The oil spill prompted a $30 billion asset disposal program to help cover BP's costs. But Dudley said BP still had plenty of cash to fund the investment in Reliance assets at a price equivalent to $7.50 per barrel.
"We've been divesting assets at around $12 per barrel so for us this is a sensible transaction," Dudley said.
BP will take a 30 percent stake in 23 oil and gas blocks and form a 50:50 joint venture for sourcing and marketing gas.
"It's kind of similar to the Russian deal - it's getting access to longer term positions which could be material," Oswald Clint from Sanford Bernstein said. "But we've got a key risk here. The gas price is regulated, it's not rising as quickly as people expected,"
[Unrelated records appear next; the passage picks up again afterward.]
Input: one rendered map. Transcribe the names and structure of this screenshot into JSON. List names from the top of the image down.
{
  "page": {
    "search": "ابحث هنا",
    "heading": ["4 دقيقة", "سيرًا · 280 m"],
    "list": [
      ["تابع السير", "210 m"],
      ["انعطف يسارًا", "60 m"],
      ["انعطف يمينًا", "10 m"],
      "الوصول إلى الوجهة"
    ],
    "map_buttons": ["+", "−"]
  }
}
Dudley shrugged off concerns about the gas price and said the deal would help BP gain from rising energy demand in India.
"The whole world's looking for gas, particularly in Asia... we believe it is going to be a very, very valuable fuel," he said, adding that the blocks involved had indicated resources of around 15 trillion cubic feet.
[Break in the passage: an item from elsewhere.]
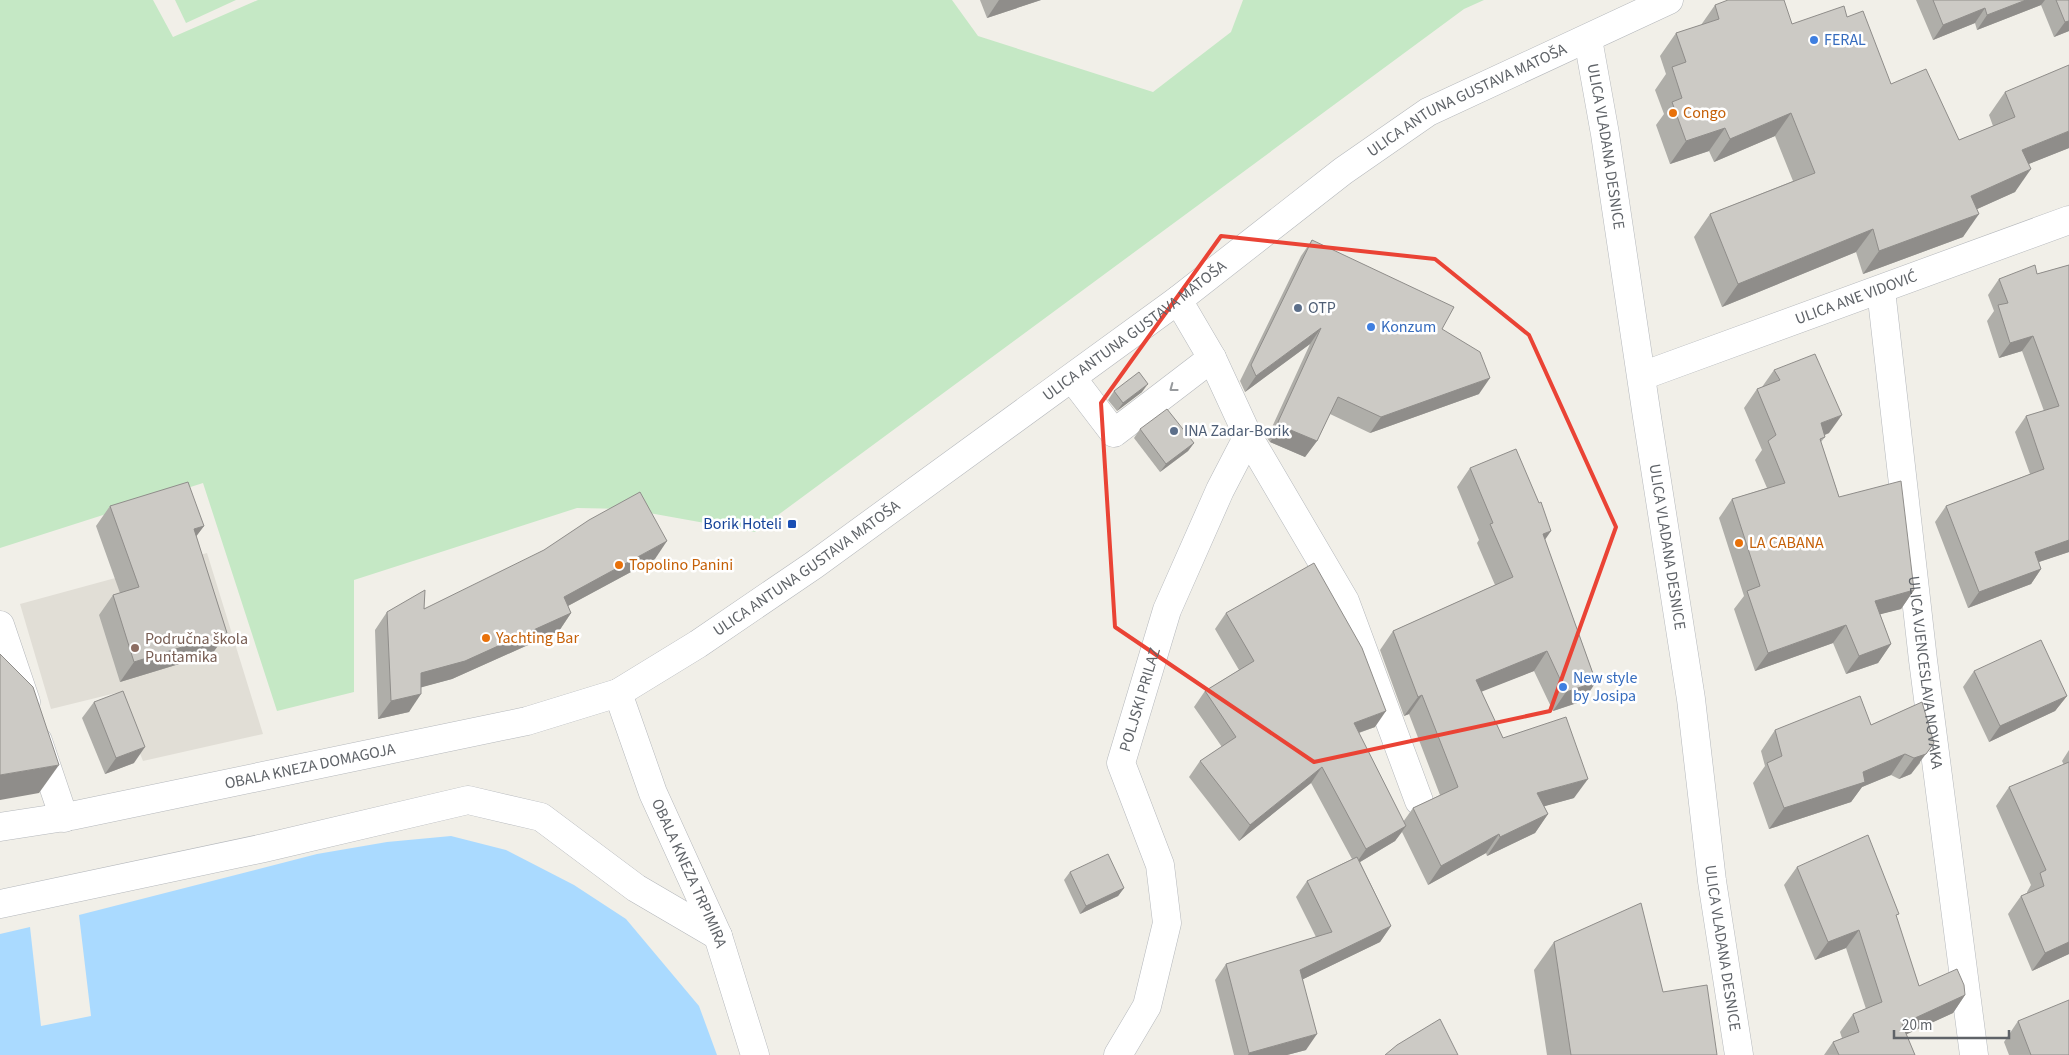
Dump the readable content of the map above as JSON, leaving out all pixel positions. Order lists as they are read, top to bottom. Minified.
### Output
{"streets":{"street":["ULICA ANTUNA GUSTAVA MATOŠA","ULICA VLADANA DESNICE","ULICA ANE VIDOVIĆ","ULICA VJENCESLAVA NOVAKA","POLJSKI PRILAZ","OBALA KNEZA DOMAGOJA","OBALA KNEZA TRPIMIRA"]},"crossings":[["ULICA ANTUNA GUSTAVA MATOŠA","ULICA VLADANA DESNICE"],["ULICA ANTUNA GUSTAVA MATOŠA","OBALA KNEZA DOMAGOJA"],["ULICA ANTUNA GUSTAVA MATOŠA","OBALA KNEZA TRPIMIRA"],["ULICA VLADANA DESNICE","ULICA ANE VIDOVIĆ"],["ULICA ANE VIDOVIĆ","ULICA VJENCESLAVA NOVAKA"],["OBALA KNEZA DOMAGOJA","OBALA KNEZA TRPIMIRA"]],"places":{"other":["FERAL","Congo","OTP","Konzum","INA Zadar-Borik","LA CABANA","Topolino Panini","Yachting Bar","Područna škola Puntamika","New style by Josipa"],"transit":["Borik Hoteli"]},"scale_bar":"20 m"}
The companies said the future performance payments and the combined investment could amount to $20 billion in total.
CONFIDENCE BOOST
The market welcomed the deal as a sign of confidence in India and the country's oil potential.
BP's shares closed 0.3 percent lower at 495.2 pence.
Reliance Industries shares, which had closed 2 percent higher before the announcement, were expected to gain when they reopened on Tuesday.
"It is a big positive in terms of getting foreign direct investment into India. It shows the confidence in India at large and its oil and gas potential," Sandip Sabharwal, CEO of portfolio management services at Prabhudas Lilladher in Mumbai said, adding others could follow BP's lead.
India is on track in the fiscal year ending in March to attract $27.6 billion in foreign direct investment, down from $35.6 billion the previous year, a senior official said.
Last month, India approved a $12 billion steel mill project by South Korea's POSCO after years of delay, giving clearance to its largest foreign direct investment. The biggest completed FDI deal to date was Vodafone's $11.1 billion deal in 2007 for control of a cellular carrier, in 2007.
India's energy sector has struggled to attract investment due to regulatory uncertainty. A $9.6 billion bid for control of Cairn Energy's Indian assets by Vedanta Resources, has waited six months for a government nod as royalty payments are hammered out with state-run partner ONGC.
Reliance's tie-up with BP is also subject to government approval, although Ambani said he expected to get the greenlight from the authorities "soon".
Once the deal is approved, BP will pay the $7.2 billion to Reliance in stages up until March 2012, Dudley said.
BP already has a presence in India, including an interest in a deepwater block called D-17, which it has been working on with Reliance Industries since late 2008.
When asked if BP had plans to buy a stake in Reliance Industries, Dudley said the company was happy with the partnership and that would be the focus of its future efforts.
AMBANI EMPIRE
The powerful Indian group is controlled by billionaire Ambani, who is the world's fourth-richest man, according to last year's Forbes magazine rich list.
Mukesh Ambani and his brother Anil split their late father's business empire in 2005, and were locked in a public feud before a truce last year, when they reached agreement over disputed gas supply contracts from Reliance Industries to a company controlled by Anil Ambani.
Reliance Industries runs the world's biggest refining complex. It has also been buying up shale gas assets in the United States and has interests in petrochemicals and retail, and is now looking at diversifying.
It bought telecoms business Infotel Broadband in a $1 billion deal in 2010 and in August 2010, it bought a stake in hotel chain EIH Ltd, which runs the luxury Oberoi and Trident hotels.